▶ _What you should do_
With the pictures set aside, write out all of the data exactly as it stands.

▶ _Exercise data_

◇ ◇ ◇

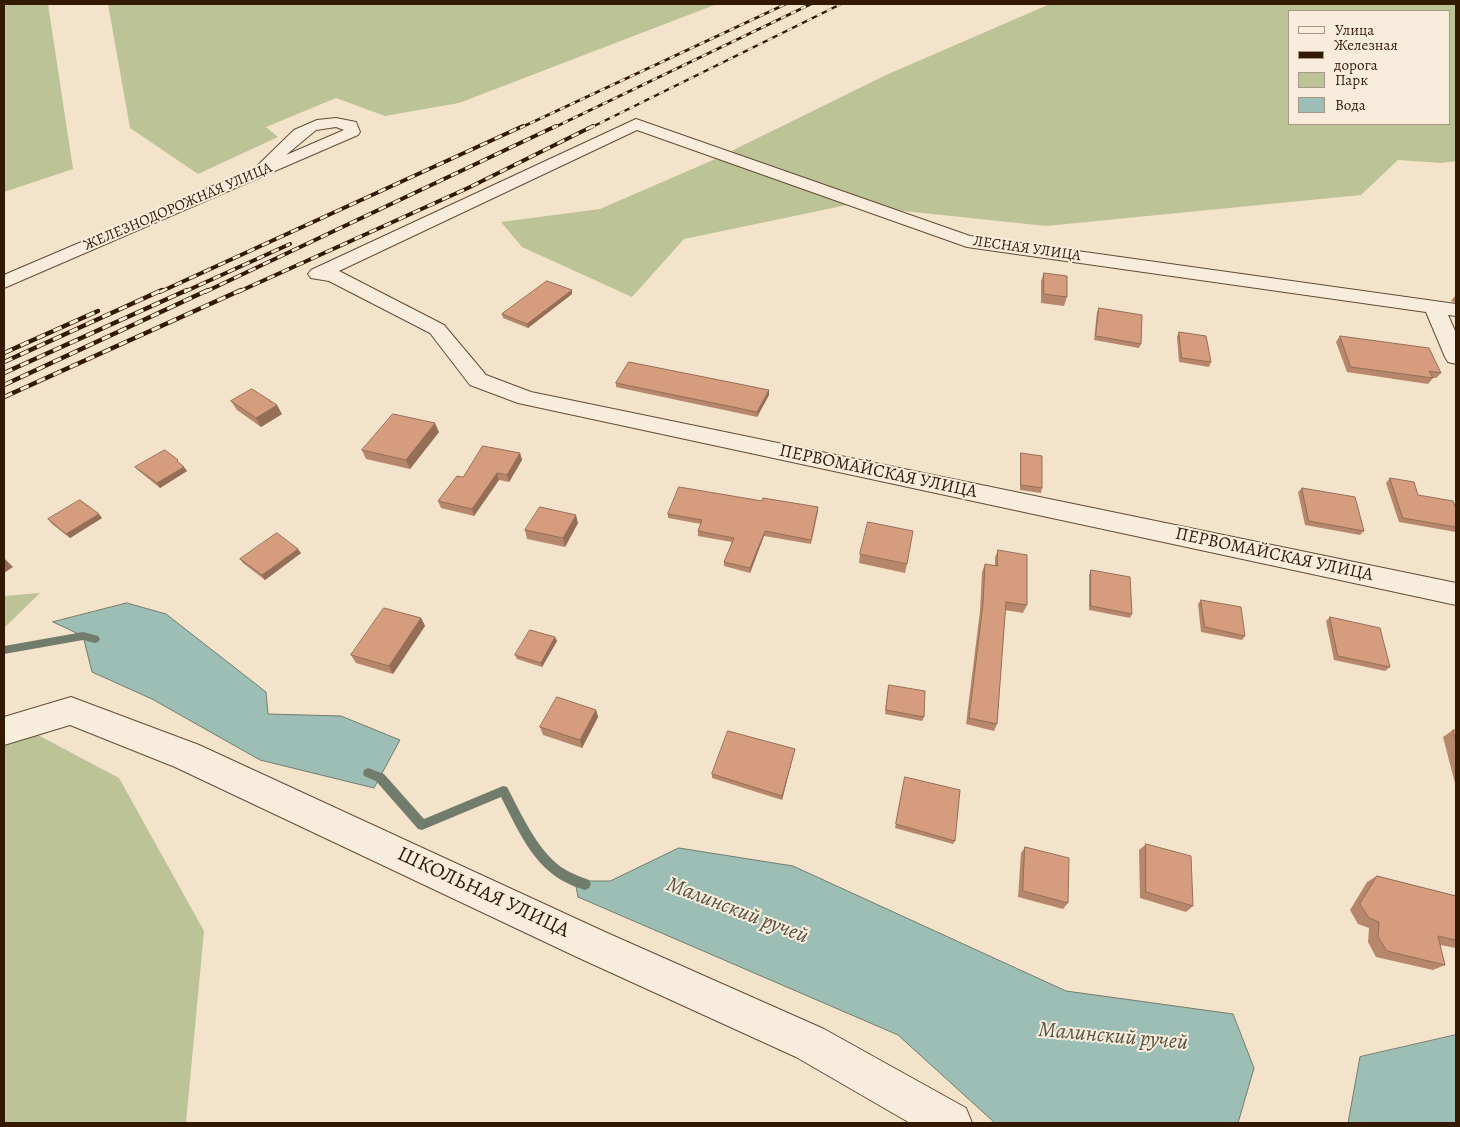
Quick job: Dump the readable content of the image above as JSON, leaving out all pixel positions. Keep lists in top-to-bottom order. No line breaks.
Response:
{"streets":{"street":["ЖЕЛЕЗНОДОРОЖНАЯ УЛИЦА","ЛЕСНАЯ УЛИЦА","ПЕРВОМАЙСКАЯ УЛИЦА","ШКОЛЬНАЯ УЛИЦА"]},"crossings":[["ЛЕСНАЯ УЛИЦА","ПЕРВОМАЙСКАЯ УЛИЦА"]],"water":["Малинский ручей"],"legend":["Улица","Железная дорога","Парк","Вода"]}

◇ ◇ ◇

▶ _Task answer_
Quick job: Dump the readable content of the image above as JSON, leaving out all pixel positions. Keep lists in top-to-bottom order. No line breaks.
Response:
{"streets":{"street":["ЖЕЛЕЗНОДОРОЖНАЯ УЛИЦА","ЛЕСНАЯ УЛИЦА","ПЕРВОМАЙСКАЯ УЛИЦА","ШКОЛЬНАЯ УЛИЦА"]},"crossings":[["ЛЕСНАЯ УЛИЦА","ПЕРВОМАЙСКАЯ УЛИЦА"]],"water":["Малинский ручей"],"legend":["Улица","Железная дорога","Парк","Вода"]}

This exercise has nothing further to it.